Há um instante exato em que o jaleco troca de lado.
A sala de espera ensina lições que nenhum livro de Medicina descreveu.
Como médico, observo que somos, muitas vezes, clientes indesejados de nós mesmos.
Discutimos diagnósticos, interferimos na conduta terapêutica, criamos inseguranças na hipótese diagnóstica — e até no sucesso do tratamento.
Na sala de espera comportamo-nos como médicos dos outros pacientes.
Como professor no Hospital Universitário, descobri que o verdadeiro consultório era a sala de espera.
Lá, uma paciente conversava com as outras sobre sintomas que jamais revelava ao médico.

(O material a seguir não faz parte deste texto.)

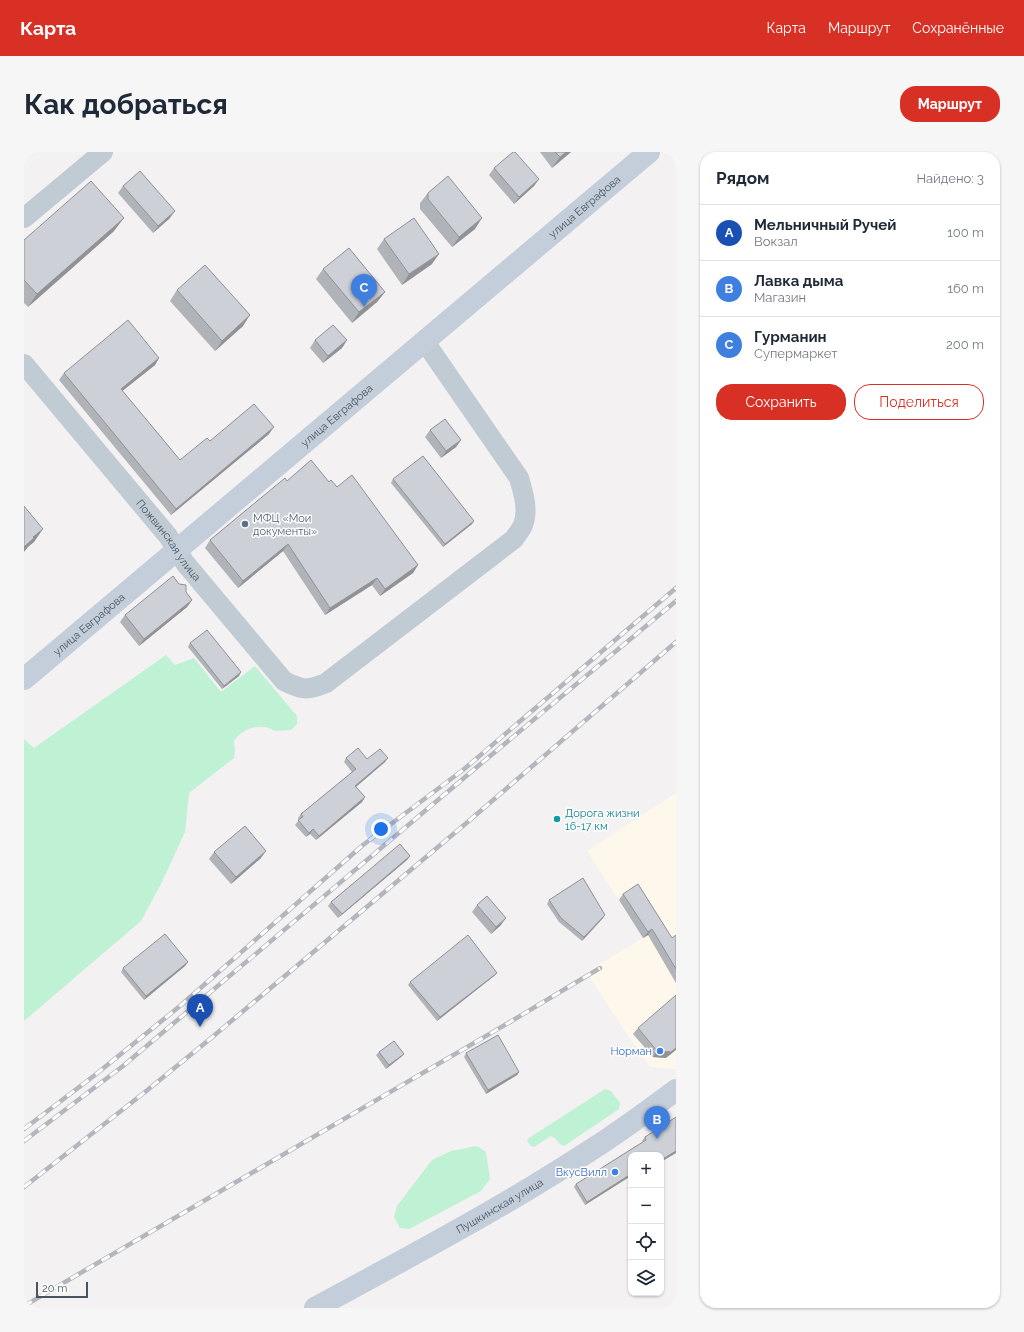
<!DOCTYPE html>
<html lang="ru">
<meta charset="utf-8">
<style>
:root{--surface:#fff;--page:#f6f6f7;--text:#1f2937;--muted:#747a83;--line:#e0e1e3;--accent:#d93025}
body{margin:0;font-family:Raleway,sans-serif;background:var(--page);color:var(--text)}
.controls{position:absolute;right:12px;bottom:12px;display:grid;overflow:hidden;border-radius:8px;box-shadow:0 1px 3px #0004}
.controls button{width:36px;height:36px;display:grid;place-items:center;padding:0;border:0;border-bottom:1px solid var(--line);background:var(--surface);color:var(--text);font:20px sans-serif}
.scale{position:absolute;left:12px;bottom:10px;width:52px;box-sizing:border-box;padding-left:4px;border:2px solid #48545f;border-top:0;font-size:11px;line-height:14px;white-space:nowrap;color:#48545f;-webkit-text-stroke:3px #fff;paint-order:stroke}
.you{position:absolute;left:357px;top:677px;width:14px;height:14px;margin:-10px;border:3px solid #fff;border-radius:50%;background:#1a73e8;box-shadow:0 0 0 6px #1a73e833}
.badge{display:grid;place-items:center;width:26px;height:26px;border-radius:50%;background:var(--accent);color:#fff;font-size:13px;font-weight:700}
.pin{position:absolute;translate:-50% -33px;filter:drop-shadow(0 1px 2px #0008)}
.pin::after{content:'';position:absolute;top:21px;width:14px;height:12px;background:inherit;clip-path:polygon(0 0,100% 0,50% 100%)}
.list{margin:0;padding:0;list-style:none}
h2{display:flex;justify-content:space-between;align-items:center;height:52px;margin:0;padding:0 16px;font-size:17px}
h2 small{font-size:13px;font-weight:400;color:var(--muted)}
.list li{display:grid;grid-template-columns:26px 1fr auto;gap:12px;align-items:center;box-sizing:border-box;height:56px;padding:0 16px;border-top:1px solid var(--line)}
.list b{display:block;font-size:15px;white-space:nowrap}
.list p{margin:0;font-size:13px;white-space:nowrap;color:var(--muted)}
.list em{font-size:13px;font-style:normal;color:var(--muted)}
.actions{display:flex;gap:8px;padding:12px 16px}
.actions a{flex:1;padding:9px 0;border:1px solid var(--accent);border-radius:16px;text-align:center;font-size:14px;color:var(--accent)}
.actions .main{background:var(--accent);color:#fff}
.icon{flex:none;width:22px;height:22px;fill:none;stroke:currentColor;stroke-width:2;stroke-linecap:round;stroke-linejoin:round}
.map{position:relative;flex:none;width:652px;height:1156px;overflow:hidden;border-radius:16px}
header{display:flex;align-items:center;gap:24px;box-sizing:border-box;height:56px;padding:0 20px;background:var(--accent);color:#fff}
header strong{font-size:19px}
nav{display:flex;gap:22px;margin-inline-start:auto;font-size:14px}
.intro{display:flex;align-items:center;justify-content:space-between;box-sizing:border-box;height:96px;padding:0 24px}
h1{margin:0;font-size:28px}
.button{padding:10px 18px;border-radius:16px;background:var(--accent);color:#fff;font-size:14px;font-weight:700}
main{display:flex;gap:24px;padding:0 24px}
aside{flex:1;background:var(--surface);border-radius:16px;box-shadow:0 1px 3px #0004}
.map>svg:first-child{display:block}
.commercial{fill:#fdf8eb}
.green{fill:#bff1d4}
.lines{fill:none;stroke-linecap:round;stroke-linejoin:round}
.street{stroke:#c1cbd3;stroke-width:20}
.secondary{stroke:#c3ceda;stroke-width:22}
.rail-casing{stroke:#b3b6bc;stroke-width:4.5}
.rail{stroke:#fff;stroke-width:3;stroke-dasharray:9;stroke-linecap:butt}
.wall{fill:#b0b3b8}
.shaded-wall{fill:#909296}
.building{fill:#cdd0d6;stroke:#909296}
.service-dot{fill:#5c6f8a;stroke:#fff;stroke-width:1.5}
.culture-dot{fill:#0f9aa8;stroke:#fff;stroke-width:1.5}
.shop-dot{fill:#3f7fe0;stroke:#fff;stroke-width:1.5}
.labels{text-anchor:middle;dominant-baseline:central;stroke-width:3;stroke-linejoin:round;paint-order:stroke}
.street-label{font-size:11px;fill:#48545f;stroke:#fff}
.service-label{font-size:11px;fill:#4e5e75;stroke:#fff;text-anchor:start}
.culture-label{font-size:11px;fill:#0d838f;stroke:#fff;text-anchor:start}
.shop-label{font-size:11px;fill:#366cbe;stroke:#fff;text-anchor:end}
</style>
<header>
<strong>Карта</strong>
<nav><a>Карта</a><a>Маршрут</a><a>Сохранённые</a></nav>
</header>
<div class="intro"><h1>Как добраться</h1><a class="button">Маршрут</a></div>
<main>
<div class="map">
<svg width="652" height="1156" viewBox="0 0 652 1156">
<rect width="100%" height="100%" fill="#f3f1f1"/>
<path class="commercial" d="M652,641V917L626,915L600,878L562,820L619,786L563,699Z"/>
<g class="green">
<path d="M142,503L151,513L170,506L197,540L231,514L273,564V572L267,578L251,579C238,570 218,576 210,589L211,597L210,606L165,641L161,680L137,732L117,769L0,869V587L10,596Z"/>
<path d="M581,937L587,939L596,951L595,957L540,994C534,992 533,986 527,984L510,995L507,994L503,989L505,986Z"/>
<path d="M453,994L462,1000L466,1027L457,1039L385,1077L376,1076L370,1065L373,1054L408,1008L427,999Z"/>
</g>
<g class="lines">
<g class="street">
<path d="M0,66L79,0"/>
<path id="s1" d="M0,212L144,384L161,411L260,529C278,538 283,539 302,531L490,387C493,382 497,378 499,373C505,358 499,340 495,326L401,190"/>
</g>
<g class="secondary">
<path id="s2" d="M0,527L625,0"/>
<path id="s3" d="M291,1156C385,1105 480,1055 570,996C598,978 625,958 652,938"/>
</g>
<defs>
<g id="rail">
<path d="M0,977L71,923L156,854L339,693L439,618L652,436"/>
<path d="M0,989L99,914L453,615L652,449"/>
<path d="M0,1035L121,940L186,887L446,668L652,490"/>
<path d="M0,1154L486,870L576,816"/>
</g>
</defs>
<use href="#rail" class="rail-casing"/>
<use href="#rail" class="rail"/>
</g>
<g class="wall">
<path d="M516,0H547L528,16Z"/>
<path d="M470,16L515,27L510,34L490,52L465,23Z"/>
<path d="M99,34L146,66L129,81L94,41Z"/>
<path d="M404,41L451,77L428,95L396,57V51Z"/>
<path d="M90,79L4,155L0,151V88Z"/>
<path d="M360,87L408,112L378,133L353,97Z"/>
<path d="M299,117L361,140L353,150L328,171L292,127Z"/>
<path d="M153,138L219,174L191,199L146,149Z"/>
<path d="M291,188H323L318,196L299,211L286,196Z"/>
<path d="M135,206L131,213L98,239L156,308L186,289L245,282L147,363L35,228L40,221Z"/>
<path d="M406,278L437,288L432,295L417,306L401,285Z"/>
<path d="M369,327L450,369L448,372L419,395L367,331Z"/>
<path d="M263,329L305,330L313,335L394,413L389,421L356,444L348,433L301,463L259,399L214,436L181,396L186,388Z"/>
<path d="M162,440L168,448L163,455L115,494L96,470L101,463Z"/>
<path d="M166,491L215,524L198,537L164,495Z"/>
<path d="M322,606L343,607L364,606L361,610L332,635L341,645L338,650L292,688L286,682L282,685L271,673L275,668L274,666L277,662L328,620L320,610Z"/>
<path d="M190,700L237,706L207,732L185,707Z"/>
<path d="M386,704L383,708L314,766L304,754L307,750Z"/>
<path d="M599,742L648,786L652,783V831L624,783L619,786L595,748Z"/>
<path d="M525,748L579,766L558,789L535,770L523,752Z"/>
<path d="M453,753L477,773L467,782L448,760Z"/>
<path d="M164,810L161,814L120,848L97,820L99,816Z"/>
<path d="M473,821L470,824L413,869L384,833L386,830Z"/>
<path d="M614,876L642,906L629,905L609,882Z"/>
<path d="M355,900L380,902L377,905L362,917L352,903Z"/>
<path d="M442,901L495,920L493,923L462,942L440,905Z"/>
<path d="M621,985L637,1003L561,1053L550,1035L552,1032L619,990L618,989Z"/>
</g>
<g class="shaded-wall">
<path d="M542,0H547L528,16L536,5Z"/>
<path d="M515,27L510,34L490,52L495,45Z"/>
<path d="M151,59L146,66L129,81L134,74Z"/>
<path d="M100,66L90,79L4,155L13,142Z"/>
<path d="M458,66L451,77L428,95L435,85Z"/>
<path d="M415,102L408,112L378,133L385,122Z"/>
<path d="M361,140L353,150L328,171L335,160Z"/>
<path d="M226,163L219,174L191,199L198,189Z"/>
<path d="M323,188L318,196L299,211L304,204Z"/>
<path d="M135,206L131,213L92,244L97,237Z"/>
<path d="M250,275L245,282L147,363L152,357Z"/>
<path d="M437,288L432,295L417,306L422,299Z"/>
<path d="M450,369L448,372L419,395L421,392Z"/>
<path d="M19,377L10,390L4,395L0,400V395L9,385Z"/>
<path d="M264,392L259,399L214,436L219,429Z"/>
<path d="M394,413L389,421L356,444L361,437Z"/>
<path d="M353,426L348,433L301,463L306,456Z"/>
<path d="M168,448L163,455L115,494L120,487Z"/>
<path d="M217,520L215,524L198,537L200,534Z"/>
<path d="M364,606L361,610L328,638L331,634Z"/>
<path d="M341,645L338,650L292,688L295,684Z"/>
<path d="M289,677L286,682L282,685L285,681Z"/>
<path d="M242,699L237,706L207,732L212,725Z"/>
<path d="M386,704L383,708L314,766L318,762Z"/>
<path d="M581,763L579,766L558,789L560,785Z"/>
<path d="M482,766L477,773L467,782L472,775Z"/>
<path d="M628,777L624,783L619,786L624,780Z"/>
<path d="M164,810L161,814L120,848L122,844Z"/>
<path d="M473,821L470,824L413,869L416,865Z"/>
<path d="M652,896V898L642,906L629,905L633,899Z"/>
<path d="M380,902L377,905L362,917L365,913Z"/>
<path d="M495,920L493,923L462,942L464,938Z"/>
<path d="M652,999V1001L637,1010V1008Z"/>
<path d="M607,1022V1024L561,1053L563,1050Z"/>
</g>
<g class="building">
<path d="M489,0H491L515,27L495,45L470,16Z"/>
<path d="M531,0H542L536,5Z"/>
<path d="M116,19L151,59L134,74L99,34Z"/>
<path d="M424,24L458,66L435,85L404,47V41Z"/>
<path d="M67,29L100,66L13,142L0,128V88Z"/>
<path d="M390,66L415,102L385,122L360,87Z"/>
<path d="M325,96L361,140L335,160L299,117Z"/>
<path d="M181,113L226,163L198,189L153,138Z"/>
<path d="M104,168L135,206L97,237L156,308L183,286L186,289L230,252L250,275L152,357L40,221Z"/>
<path d="M309,173L323,188L304,204L291,188Z"/>
<path d="M421,267L437,288L422,299L406,278Z"/>
<path d="M399,304L450,369L421,392L369,327Z"/>
<path d="M287,308L305,330L307,328L313,335L328,323L394,413L361,437L353,426L306,456L264,392L219,429L186,388L261,326L263,329Z"/>
<path d="M0,354L19,377L9,385L10,386L0,395Z"/>
<path d="M149,424L155,432L162,433V440L168,448L120,487L101,463Z"/>
<path d="M183,478L217,520L200,534L166,491Z"/>
<path d="M334,596L343,607L356,597L364,606L331,634L341,645L295,684L289,677L285,681L274,668L279,665L277,662L332,617L322,606Z"/>
<path d="M221,674L242,699L212,725L190,700Z"/>
<path d="M376,692L386,704L318,762L307,750Z"/>
<path d="M559,726L581,763L560,785L537,766L525,748Z"/>
<path d="M614,732L648,786L652,783V817L628,777L624,780L599,742Z"/>
<path d="M463,744L482,766L472,775L453,753Z"/>
<path d="M141,782L164,810L122,844L99,816Z"/>
<path d="M444,783L473,821L416,865L386,830Z"/>
<path d="M652,843V896L647,900L633,899L614,876Z"/>
<path d="M474,883L495,920L464,938L442,901Z"/>
<path d="M370,889L380,902L365,913L355,900Z"/>
<path d="M652,965V999L637,1008V1003H607V1022L563,1050L552,1032L622,988L621,985Z"/>
</g>
<circle class="service-dot" cx="221" cy="372" r="4"/>
<circle class="culture-dot" cx="533" cy="667" r="4"/>
<g class="shop-dot">
<circle cx="636" cy="899" r="4"/>
<circle cx="591" cy="1020" r="4"/>
</g>
<g class="labels">
<g class="street-label">
<text stroke="none"><textPath href="#s2" startOffset="733">улица Евграфова</textPath></text>
<text stroke="none"><textPath href="#s2" startOffset="409">улица Евграфова</textPath></text>
<text stroke="none"><textPath href="#s1" startOffset="228">Пожвинская улица</textPath></text>
<text stroke="none"><textPath href="#s2" startOffset="85">улица Евграфова</textPath></text>
<text stroke="none"><textPath href="#s3" startOffset="211">Пушкинская улица</textPath></text>
</g>
<g class="service-label">
<text x="229" y="366">МФЦ «Мои<tspan x="229" dy="13">документы»</tspan></text>
</g>
<g class="culture-label">
<text x="541" y="661">Дорога жизни<tspan x="541" dy="13">16-17 км</tspan></text>
</g>
<g class="shop-label">
<text x="628" y="899">Норман</text>
<text x="583" y="1020">ВкусВилл</text>
</g>
</g>
</svg>
<div class="controls">
<button>+</button>
<button>−</button>
<button><svg class="icon" aria-label="locate" viewBox="0 0 24 24"><circle cx="12" cy="12" r="6"/><path d="M12 2v4M12 18v4M2 12h4M18 12h4"/></svg></button>
<button><svg class="icon" aria-label="layers" viewBox="0 0 24 24"><path d="M12 4l9 5-9 5-9-5zM3 14l9 5 9-5"/></svg></button>
</div>
<div class="scale">20 m</div>
<div class="you"></div>
<div class="pin badge" style="left:176px;top:875px;background:#1a4fb4">A</div>
<div class="pin badge" style="left:633px;top:987px;background:#3f7fe0">B</div>
<div class="pin badge" style="left:340px;top:155px;background:#3f7fe0">C</div>
</div>
<aside>
<h2>Рядом<small>Найдено: 3</small></h2>
<ul class="list">
<li><span class="badge" style="background:#1a4fb4">A</span><div><b>Мельничный Ручей</b><p>Вокзал</p></div><em>100 m</em></li>
<li><span class="badge" style="background:#3f7fe0">B</span><div><b>Лавка дыма</b><p>Магазин</p></div><em>160 m</em></li>
<li><span class="badge" style="background:#3f7fe0">C</span><div><b>Гурманин</b><p>Супермаркет</p></div><em>200 m</em></li>
</ul>
<div class="actions"><a class="main">Сохранить</a><a>Поделиться</a></div>
</aside>
</main>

As confidências circulavam livres, sem o peso do jaleco.
Resolvi então sentar-me entre elas, como simples acompanhante, sem o uniforme branco que denuncia o médico.
Quando eram chamadas, eu entrava sorrateiramente e me colocava ao lado do interno — estudante do quinto e sexto ano da faculdade de Medicina.
As queixas que se ouviam lá fora eram cuidadosamente escondidas do médico — consideradas por elas, ‘pouco importantes’.
No entanto, ali estavam pistas valiosas para uma boa anamnese.
A sala de espera me ensinou o que os livros ignoram.
O jaleco branco tem o poder de transformar estudantes em sábios instantâneos, afastando-os dos pacientes.
Os pediatras sabem disso: atendem sem o branco para não assustar as crianças.
Criança tem medo do jaleco, não de quem o veste.
Deveria existir no curso de Medicina, a disciplina ‘Sala de Espera’ — a mais humana das que cursei, na vida.
É ali que o paciente se sente à vontade para expor o que guarda no fundo do coração,
facilitando o diagnóstico e aproximando o médico da sua verdadeira missão.
Os livros de Medicina ensinam tecnologias.
A sala de espera ensina humanidade.
E nenhuma página acadêmica descreveu, até hoje, a grande lição que ela oferece: é o único lugar onde o médico se comporta como paciente.